Another gripe I have in this area is everybody from Dr. Ellsworth to Carrie telling me I can’t do it on my own. Again, instead of bothering to find out how I intend to do it on my own & finding out I have a fairly comprehensive plan with steps to address specific & wide-ranging aspects of the issue, they assume I’m just going to decide to be abstinent and let it go passively at that. It also disregards my own strength of character, my specific needs, and the typical need for people to find out for themselves—to learn their own lessons. Maybe I will fail but at least I will have given myself a chance, trusted in my insticts, learned their limitations, and taken responsibility myself for myself and that’s more important than not every misstepping or stumbling again. But I’m not so lacking in requisite humility, not so stubbor, that I think conventional wisdom and hard-earned professional knowledge has no merit so that I fly in the face of it or beat my head against it like a childish hippy protesting any and all authority. Not as a concession to them but as safegaurd to/for myself, I give myself 1 chance to do it my way. That’s my number that I came up with and if I blow it, I’ll take steps of my own accord to get the help I need. That means a single ingestion of coke in any form (raw or cooked) in any amount. That’s my rule. And then it’ll be self-admission in a residential treatment program and the dreaded 12 steps and all that. But in the meantime, the suggestions that I can’t do it without that makes me only want to prove everybody wrong. And for that added impetus, I’m grateful to them.

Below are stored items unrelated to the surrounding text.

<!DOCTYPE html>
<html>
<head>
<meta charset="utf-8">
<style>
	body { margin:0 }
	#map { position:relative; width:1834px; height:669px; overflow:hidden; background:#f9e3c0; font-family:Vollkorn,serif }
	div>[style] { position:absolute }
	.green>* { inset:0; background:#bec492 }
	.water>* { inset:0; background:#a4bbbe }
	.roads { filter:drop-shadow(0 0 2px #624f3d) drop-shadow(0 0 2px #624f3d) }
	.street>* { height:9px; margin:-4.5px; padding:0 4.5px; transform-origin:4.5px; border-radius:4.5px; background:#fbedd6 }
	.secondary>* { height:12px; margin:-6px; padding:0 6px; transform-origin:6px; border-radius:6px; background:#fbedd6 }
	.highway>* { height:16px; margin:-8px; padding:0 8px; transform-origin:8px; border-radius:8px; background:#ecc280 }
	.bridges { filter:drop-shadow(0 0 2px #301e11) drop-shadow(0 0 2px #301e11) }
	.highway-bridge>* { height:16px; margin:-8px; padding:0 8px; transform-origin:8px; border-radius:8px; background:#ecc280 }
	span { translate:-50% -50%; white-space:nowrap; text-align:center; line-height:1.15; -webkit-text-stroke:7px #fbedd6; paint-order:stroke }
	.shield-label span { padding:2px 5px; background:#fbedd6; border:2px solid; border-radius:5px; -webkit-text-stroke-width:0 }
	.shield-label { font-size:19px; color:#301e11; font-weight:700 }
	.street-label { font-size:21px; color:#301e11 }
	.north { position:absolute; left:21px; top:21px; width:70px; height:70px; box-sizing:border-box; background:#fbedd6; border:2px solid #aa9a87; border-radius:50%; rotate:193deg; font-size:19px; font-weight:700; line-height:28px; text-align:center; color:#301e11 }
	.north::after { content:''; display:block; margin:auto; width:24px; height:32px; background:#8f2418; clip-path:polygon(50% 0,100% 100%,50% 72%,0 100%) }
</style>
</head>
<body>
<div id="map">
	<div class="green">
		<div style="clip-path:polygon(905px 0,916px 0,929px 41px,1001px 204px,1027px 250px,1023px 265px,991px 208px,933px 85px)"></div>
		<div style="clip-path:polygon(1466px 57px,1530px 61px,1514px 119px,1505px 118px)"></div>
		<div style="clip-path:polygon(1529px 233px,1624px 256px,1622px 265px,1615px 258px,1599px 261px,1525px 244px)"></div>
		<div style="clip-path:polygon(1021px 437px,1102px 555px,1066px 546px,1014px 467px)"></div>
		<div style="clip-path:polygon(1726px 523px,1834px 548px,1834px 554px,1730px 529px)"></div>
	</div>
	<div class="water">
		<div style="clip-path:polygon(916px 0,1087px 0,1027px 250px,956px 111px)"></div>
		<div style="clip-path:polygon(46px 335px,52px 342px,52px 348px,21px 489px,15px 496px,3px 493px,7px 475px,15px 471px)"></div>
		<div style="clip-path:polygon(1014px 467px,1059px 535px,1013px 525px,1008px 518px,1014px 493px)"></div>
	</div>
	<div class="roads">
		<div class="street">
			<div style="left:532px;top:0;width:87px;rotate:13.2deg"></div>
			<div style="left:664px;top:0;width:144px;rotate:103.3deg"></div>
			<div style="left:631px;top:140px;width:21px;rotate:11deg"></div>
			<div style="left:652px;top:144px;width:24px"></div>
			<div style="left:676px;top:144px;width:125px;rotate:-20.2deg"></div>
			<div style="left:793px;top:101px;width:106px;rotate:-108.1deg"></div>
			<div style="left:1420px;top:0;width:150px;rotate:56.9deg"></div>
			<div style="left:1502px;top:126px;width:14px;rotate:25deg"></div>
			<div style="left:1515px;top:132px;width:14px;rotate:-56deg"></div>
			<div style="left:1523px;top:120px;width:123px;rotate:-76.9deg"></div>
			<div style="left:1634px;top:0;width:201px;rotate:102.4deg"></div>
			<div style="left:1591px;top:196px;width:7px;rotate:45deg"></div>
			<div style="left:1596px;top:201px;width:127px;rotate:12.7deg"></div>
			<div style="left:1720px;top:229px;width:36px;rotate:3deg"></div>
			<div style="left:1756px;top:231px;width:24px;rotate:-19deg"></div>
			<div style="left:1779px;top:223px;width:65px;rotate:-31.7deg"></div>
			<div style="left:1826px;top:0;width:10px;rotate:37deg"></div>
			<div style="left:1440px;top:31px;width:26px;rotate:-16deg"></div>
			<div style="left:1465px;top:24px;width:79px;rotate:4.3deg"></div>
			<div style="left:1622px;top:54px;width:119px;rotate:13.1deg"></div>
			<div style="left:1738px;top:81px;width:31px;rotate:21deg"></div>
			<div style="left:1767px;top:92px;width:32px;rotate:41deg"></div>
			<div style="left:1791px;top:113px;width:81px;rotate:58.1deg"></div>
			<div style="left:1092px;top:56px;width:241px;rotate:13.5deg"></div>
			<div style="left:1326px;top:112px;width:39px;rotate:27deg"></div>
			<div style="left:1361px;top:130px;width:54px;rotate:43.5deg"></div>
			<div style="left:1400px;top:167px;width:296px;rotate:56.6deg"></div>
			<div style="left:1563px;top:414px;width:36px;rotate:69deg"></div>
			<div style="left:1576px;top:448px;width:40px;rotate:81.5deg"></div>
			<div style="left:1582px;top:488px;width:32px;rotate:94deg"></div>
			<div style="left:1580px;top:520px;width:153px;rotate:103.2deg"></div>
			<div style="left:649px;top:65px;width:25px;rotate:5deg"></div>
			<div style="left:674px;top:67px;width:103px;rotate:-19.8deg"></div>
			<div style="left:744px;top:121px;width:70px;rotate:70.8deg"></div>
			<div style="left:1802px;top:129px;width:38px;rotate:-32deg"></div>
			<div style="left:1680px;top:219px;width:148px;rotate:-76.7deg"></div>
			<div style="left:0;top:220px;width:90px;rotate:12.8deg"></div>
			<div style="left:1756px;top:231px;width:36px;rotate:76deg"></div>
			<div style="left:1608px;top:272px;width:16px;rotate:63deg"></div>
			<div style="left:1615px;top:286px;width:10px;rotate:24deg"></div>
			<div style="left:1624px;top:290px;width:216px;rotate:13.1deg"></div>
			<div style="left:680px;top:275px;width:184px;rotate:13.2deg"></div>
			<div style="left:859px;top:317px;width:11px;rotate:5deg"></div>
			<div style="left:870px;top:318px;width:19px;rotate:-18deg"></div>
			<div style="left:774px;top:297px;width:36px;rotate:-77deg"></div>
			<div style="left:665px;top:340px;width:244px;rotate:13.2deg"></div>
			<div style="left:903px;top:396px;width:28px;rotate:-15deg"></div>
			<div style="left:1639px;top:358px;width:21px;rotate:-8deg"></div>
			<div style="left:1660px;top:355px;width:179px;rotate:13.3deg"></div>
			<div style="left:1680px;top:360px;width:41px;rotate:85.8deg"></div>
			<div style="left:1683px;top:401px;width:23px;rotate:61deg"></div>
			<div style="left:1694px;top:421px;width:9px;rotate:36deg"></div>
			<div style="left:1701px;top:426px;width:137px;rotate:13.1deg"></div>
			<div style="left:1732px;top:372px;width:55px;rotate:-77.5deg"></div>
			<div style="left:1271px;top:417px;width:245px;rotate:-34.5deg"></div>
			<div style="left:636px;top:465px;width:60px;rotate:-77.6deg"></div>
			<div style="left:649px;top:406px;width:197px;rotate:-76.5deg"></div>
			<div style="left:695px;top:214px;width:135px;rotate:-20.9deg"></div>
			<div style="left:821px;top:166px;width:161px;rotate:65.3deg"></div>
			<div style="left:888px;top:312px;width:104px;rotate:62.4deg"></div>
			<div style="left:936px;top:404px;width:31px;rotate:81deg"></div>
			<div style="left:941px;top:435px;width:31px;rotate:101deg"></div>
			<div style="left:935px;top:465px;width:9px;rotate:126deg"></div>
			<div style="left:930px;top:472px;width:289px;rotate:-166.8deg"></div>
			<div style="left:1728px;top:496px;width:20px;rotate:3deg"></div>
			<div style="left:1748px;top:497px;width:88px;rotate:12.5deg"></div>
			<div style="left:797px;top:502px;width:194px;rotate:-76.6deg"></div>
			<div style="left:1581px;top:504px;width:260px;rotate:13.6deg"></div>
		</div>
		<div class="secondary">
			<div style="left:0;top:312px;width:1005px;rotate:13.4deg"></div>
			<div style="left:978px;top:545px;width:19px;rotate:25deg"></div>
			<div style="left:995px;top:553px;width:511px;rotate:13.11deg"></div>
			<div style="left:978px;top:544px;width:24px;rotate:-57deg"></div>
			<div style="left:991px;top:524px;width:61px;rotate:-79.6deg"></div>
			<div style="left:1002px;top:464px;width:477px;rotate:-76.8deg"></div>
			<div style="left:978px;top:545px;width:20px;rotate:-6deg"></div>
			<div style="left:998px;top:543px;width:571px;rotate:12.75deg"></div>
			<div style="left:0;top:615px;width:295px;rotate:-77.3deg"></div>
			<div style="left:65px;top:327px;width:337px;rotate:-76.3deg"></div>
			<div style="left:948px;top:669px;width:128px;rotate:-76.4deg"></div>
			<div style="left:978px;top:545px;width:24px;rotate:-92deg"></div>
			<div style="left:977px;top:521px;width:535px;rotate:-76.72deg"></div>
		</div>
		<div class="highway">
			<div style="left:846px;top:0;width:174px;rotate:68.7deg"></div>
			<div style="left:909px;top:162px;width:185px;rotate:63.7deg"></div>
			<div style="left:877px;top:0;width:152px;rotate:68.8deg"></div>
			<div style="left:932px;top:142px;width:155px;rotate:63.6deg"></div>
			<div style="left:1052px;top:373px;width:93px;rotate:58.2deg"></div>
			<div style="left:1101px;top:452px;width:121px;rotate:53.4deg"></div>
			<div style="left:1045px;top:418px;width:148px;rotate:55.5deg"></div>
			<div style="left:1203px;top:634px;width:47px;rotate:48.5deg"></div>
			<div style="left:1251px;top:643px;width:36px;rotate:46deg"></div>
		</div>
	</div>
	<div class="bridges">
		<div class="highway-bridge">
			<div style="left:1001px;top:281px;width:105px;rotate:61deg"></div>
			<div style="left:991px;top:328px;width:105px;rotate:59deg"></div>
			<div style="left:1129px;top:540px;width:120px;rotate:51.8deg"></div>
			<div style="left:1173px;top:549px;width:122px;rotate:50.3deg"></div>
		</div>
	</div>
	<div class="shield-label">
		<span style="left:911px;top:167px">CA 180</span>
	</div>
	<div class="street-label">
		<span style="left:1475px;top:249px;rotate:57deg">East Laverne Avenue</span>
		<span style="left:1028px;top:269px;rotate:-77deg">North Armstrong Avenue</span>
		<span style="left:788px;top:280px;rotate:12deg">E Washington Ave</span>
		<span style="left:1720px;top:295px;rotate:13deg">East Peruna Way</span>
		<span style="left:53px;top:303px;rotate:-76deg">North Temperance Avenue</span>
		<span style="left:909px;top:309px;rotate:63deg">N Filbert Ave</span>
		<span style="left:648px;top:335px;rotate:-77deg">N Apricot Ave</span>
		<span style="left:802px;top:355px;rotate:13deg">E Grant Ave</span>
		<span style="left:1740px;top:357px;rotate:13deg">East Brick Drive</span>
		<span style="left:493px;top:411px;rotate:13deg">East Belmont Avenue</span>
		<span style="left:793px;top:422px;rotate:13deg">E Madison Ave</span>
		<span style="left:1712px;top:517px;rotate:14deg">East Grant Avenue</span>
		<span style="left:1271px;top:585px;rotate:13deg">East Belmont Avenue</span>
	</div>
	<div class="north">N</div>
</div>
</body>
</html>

Someday I want to apologize to my social-worker sister for meeting her family at Newark International on 8 days of sleeplessness and publicly pantsing my little 8 yr old nephew so that he wouldn’t speak to me for forever, and I want her then to admit she was wrong about all her institutionalized theories and generalizations and to realize that there for a second she saw me not as her brother but as a drug addict and a case study, which is the wrong thing to do.
Sometimes I think I had this experience—this lack of control that even in the midst of it felt so far removed from me—so that I could preach this gospel that’s so sorely needed in our times. Twelve isn’t everybody’s number.